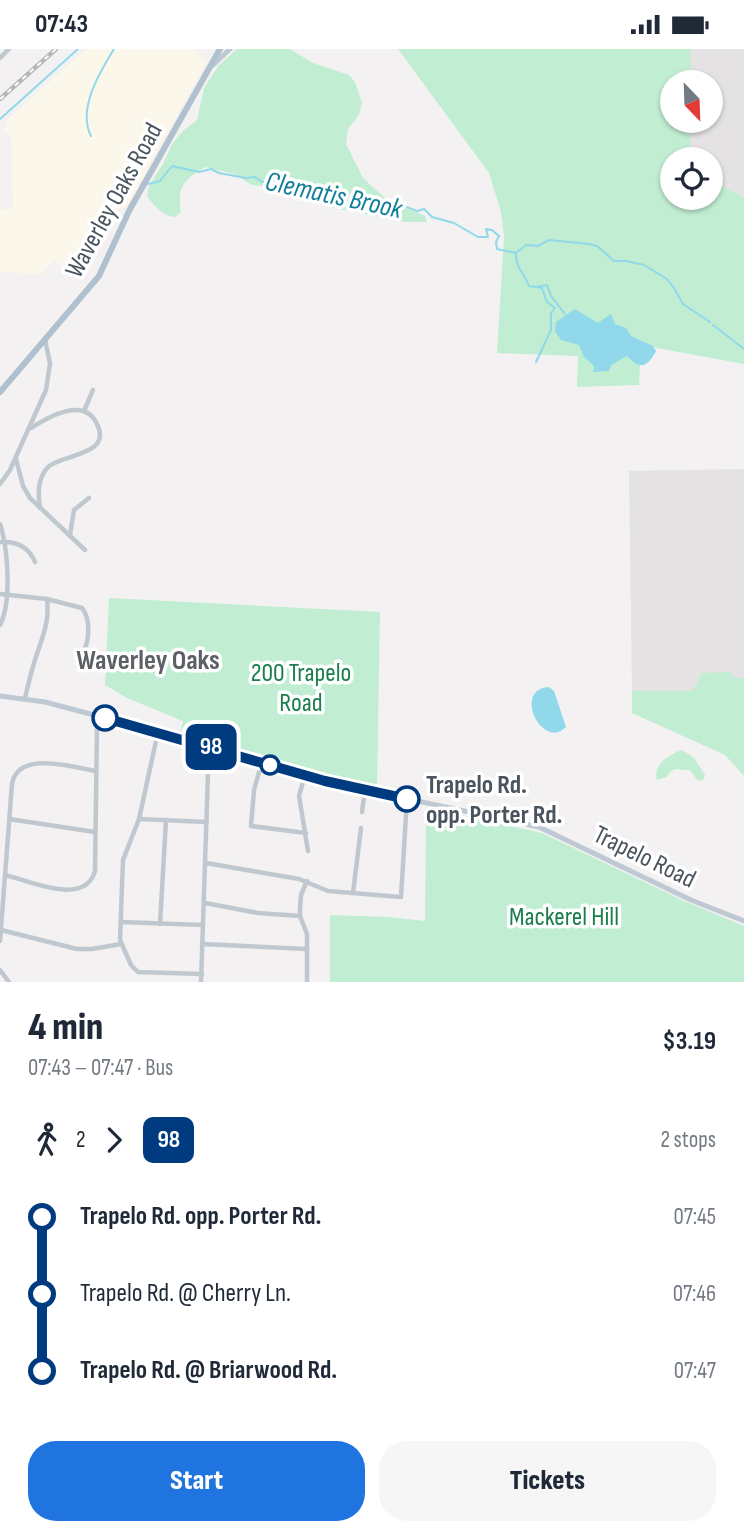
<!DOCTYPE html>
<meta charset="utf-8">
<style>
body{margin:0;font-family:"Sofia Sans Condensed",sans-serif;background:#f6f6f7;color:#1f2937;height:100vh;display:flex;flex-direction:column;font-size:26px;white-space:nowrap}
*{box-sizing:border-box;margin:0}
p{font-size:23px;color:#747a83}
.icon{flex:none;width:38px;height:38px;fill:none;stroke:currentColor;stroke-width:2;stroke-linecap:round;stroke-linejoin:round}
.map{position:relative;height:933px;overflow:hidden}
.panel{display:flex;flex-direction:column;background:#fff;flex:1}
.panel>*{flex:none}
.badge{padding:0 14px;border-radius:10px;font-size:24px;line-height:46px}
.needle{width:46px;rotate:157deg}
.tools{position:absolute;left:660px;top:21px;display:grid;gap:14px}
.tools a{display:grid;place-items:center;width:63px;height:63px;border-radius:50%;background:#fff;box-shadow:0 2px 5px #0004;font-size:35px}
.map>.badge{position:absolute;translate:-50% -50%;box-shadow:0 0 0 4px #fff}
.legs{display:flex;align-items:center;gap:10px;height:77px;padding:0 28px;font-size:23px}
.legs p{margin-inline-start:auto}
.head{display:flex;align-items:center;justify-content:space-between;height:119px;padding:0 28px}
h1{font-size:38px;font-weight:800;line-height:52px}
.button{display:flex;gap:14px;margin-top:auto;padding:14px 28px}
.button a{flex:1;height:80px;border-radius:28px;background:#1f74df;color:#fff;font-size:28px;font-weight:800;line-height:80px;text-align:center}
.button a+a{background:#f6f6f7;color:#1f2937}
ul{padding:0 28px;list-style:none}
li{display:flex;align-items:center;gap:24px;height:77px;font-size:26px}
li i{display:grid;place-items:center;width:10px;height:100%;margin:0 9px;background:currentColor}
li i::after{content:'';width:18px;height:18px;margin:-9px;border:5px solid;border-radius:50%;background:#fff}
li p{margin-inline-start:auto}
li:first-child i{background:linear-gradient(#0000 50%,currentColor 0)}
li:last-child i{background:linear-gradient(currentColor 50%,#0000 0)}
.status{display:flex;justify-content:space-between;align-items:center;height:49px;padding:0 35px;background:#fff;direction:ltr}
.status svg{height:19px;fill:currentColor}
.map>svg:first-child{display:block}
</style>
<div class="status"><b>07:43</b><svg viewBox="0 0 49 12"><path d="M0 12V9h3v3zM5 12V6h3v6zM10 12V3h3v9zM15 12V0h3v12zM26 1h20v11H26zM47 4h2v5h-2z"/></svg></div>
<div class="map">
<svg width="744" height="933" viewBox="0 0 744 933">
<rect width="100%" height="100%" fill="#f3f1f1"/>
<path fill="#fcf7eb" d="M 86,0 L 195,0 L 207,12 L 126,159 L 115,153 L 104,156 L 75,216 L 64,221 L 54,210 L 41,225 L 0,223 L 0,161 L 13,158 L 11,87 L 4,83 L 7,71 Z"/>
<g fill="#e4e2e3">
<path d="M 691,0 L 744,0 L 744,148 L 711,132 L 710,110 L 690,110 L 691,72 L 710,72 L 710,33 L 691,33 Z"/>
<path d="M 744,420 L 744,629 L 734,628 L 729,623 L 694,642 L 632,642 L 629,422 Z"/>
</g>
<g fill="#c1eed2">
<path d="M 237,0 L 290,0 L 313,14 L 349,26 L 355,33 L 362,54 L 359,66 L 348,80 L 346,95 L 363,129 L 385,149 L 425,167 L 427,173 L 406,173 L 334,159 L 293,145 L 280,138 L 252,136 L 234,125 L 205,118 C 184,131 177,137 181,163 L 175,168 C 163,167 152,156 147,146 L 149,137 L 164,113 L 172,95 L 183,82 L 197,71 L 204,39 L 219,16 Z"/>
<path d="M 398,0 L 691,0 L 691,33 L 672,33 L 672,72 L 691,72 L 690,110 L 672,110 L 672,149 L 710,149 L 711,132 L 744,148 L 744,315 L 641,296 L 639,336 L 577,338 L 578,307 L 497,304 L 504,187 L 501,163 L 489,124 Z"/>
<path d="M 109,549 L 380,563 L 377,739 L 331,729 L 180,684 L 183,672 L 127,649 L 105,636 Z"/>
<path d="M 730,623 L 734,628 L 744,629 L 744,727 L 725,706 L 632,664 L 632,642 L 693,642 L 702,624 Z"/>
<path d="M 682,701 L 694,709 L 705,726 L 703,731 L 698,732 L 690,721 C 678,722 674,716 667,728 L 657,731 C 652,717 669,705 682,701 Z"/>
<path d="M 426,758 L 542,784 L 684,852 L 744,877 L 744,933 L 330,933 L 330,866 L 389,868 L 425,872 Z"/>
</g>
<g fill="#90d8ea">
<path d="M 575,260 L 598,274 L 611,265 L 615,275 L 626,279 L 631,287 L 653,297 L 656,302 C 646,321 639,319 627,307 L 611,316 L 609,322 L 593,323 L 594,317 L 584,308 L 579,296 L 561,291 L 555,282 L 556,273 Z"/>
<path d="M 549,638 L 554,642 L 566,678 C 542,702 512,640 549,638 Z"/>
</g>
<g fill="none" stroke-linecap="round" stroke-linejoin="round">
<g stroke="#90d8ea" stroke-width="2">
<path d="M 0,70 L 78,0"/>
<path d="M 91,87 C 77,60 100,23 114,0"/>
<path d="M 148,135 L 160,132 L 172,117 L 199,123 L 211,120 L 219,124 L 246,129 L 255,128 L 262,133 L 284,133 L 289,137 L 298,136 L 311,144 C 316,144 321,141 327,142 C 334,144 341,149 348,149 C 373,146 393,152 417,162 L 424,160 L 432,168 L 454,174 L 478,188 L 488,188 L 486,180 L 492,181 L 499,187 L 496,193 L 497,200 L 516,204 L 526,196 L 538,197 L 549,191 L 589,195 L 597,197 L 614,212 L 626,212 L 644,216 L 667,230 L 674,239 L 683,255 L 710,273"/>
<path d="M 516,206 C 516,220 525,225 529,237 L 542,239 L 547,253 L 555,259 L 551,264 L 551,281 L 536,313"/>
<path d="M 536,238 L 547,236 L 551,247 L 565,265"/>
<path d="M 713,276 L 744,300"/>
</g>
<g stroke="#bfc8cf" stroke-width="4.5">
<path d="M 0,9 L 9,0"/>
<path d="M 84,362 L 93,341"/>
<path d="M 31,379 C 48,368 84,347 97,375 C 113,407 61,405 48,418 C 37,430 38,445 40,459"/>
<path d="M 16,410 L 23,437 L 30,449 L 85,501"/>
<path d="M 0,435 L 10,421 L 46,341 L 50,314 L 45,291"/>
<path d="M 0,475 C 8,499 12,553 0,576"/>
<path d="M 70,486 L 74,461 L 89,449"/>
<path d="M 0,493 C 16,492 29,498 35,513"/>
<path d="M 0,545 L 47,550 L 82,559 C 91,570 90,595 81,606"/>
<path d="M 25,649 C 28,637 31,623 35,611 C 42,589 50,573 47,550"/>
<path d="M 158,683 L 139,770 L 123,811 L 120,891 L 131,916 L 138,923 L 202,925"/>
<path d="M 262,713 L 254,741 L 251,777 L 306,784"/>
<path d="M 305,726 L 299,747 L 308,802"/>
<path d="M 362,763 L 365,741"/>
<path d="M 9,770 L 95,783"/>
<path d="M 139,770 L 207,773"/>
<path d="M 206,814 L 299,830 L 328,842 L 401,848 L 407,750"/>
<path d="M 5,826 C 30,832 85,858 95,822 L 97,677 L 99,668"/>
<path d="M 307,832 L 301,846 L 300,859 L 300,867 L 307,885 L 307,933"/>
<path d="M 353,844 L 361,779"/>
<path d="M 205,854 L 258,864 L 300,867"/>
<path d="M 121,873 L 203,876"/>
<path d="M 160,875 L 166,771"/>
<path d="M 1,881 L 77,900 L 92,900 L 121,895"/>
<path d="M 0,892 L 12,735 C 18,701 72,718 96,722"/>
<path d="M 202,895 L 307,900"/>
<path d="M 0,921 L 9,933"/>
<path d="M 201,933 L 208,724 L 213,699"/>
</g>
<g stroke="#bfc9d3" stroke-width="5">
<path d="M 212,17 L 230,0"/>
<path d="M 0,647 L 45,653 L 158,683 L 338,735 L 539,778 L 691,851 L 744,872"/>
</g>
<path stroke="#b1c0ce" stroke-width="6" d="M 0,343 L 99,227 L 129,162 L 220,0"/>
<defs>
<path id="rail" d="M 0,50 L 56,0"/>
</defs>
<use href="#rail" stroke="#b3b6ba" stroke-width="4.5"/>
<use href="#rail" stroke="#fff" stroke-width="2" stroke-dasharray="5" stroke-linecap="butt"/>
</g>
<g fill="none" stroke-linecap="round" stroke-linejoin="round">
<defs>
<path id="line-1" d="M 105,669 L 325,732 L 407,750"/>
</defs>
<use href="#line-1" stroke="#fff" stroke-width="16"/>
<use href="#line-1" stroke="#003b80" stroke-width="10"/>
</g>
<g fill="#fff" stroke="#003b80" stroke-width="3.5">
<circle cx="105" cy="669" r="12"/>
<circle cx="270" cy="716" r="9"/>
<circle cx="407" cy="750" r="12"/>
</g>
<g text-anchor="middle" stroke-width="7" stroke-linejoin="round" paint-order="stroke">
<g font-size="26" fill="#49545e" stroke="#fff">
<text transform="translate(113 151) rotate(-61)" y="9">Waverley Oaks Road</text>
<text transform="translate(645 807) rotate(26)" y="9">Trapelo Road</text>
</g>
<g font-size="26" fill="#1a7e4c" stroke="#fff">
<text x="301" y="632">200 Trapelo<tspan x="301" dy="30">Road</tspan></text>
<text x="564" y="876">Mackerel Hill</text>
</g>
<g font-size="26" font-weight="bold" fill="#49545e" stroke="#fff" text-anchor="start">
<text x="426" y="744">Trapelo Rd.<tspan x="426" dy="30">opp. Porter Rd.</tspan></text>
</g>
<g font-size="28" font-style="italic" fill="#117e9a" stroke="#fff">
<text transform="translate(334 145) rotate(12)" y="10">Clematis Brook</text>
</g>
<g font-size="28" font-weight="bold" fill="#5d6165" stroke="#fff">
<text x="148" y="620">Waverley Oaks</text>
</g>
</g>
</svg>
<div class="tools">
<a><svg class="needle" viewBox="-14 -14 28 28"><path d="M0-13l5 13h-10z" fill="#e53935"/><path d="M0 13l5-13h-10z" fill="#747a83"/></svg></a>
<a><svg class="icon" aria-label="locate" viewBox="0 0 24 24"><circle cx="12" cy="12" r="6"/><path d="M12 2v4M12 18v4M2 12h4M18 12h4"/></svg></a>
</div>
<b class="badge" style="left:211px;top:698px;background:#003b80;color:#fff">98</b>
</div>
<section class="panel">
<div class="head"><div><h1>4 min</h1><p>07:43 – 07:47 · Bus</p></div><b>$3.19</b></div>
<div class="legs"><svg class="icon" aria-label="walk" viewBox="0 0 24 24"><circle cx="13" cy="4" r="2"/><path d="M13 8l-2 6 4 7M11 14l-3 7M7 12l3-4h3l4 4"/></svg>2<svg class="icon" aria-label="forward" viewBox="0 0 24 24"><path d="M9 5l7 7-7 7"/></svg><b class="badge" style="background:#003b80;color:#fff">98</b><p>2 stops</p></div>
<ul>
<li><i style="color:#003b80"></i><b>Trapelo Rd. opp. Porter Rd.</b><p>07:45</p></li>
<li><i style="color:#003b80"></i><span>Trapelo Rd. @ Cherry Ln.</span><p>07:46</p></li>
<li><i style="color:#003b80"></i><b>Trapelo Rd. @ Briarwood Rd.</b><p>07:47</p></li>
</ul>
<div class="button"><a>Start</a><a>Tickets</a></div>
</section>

____________

> _Your objective_
Scan the material for lines with the word "Waverley". Reply with how many there are, number only.

> _Exercise output_
2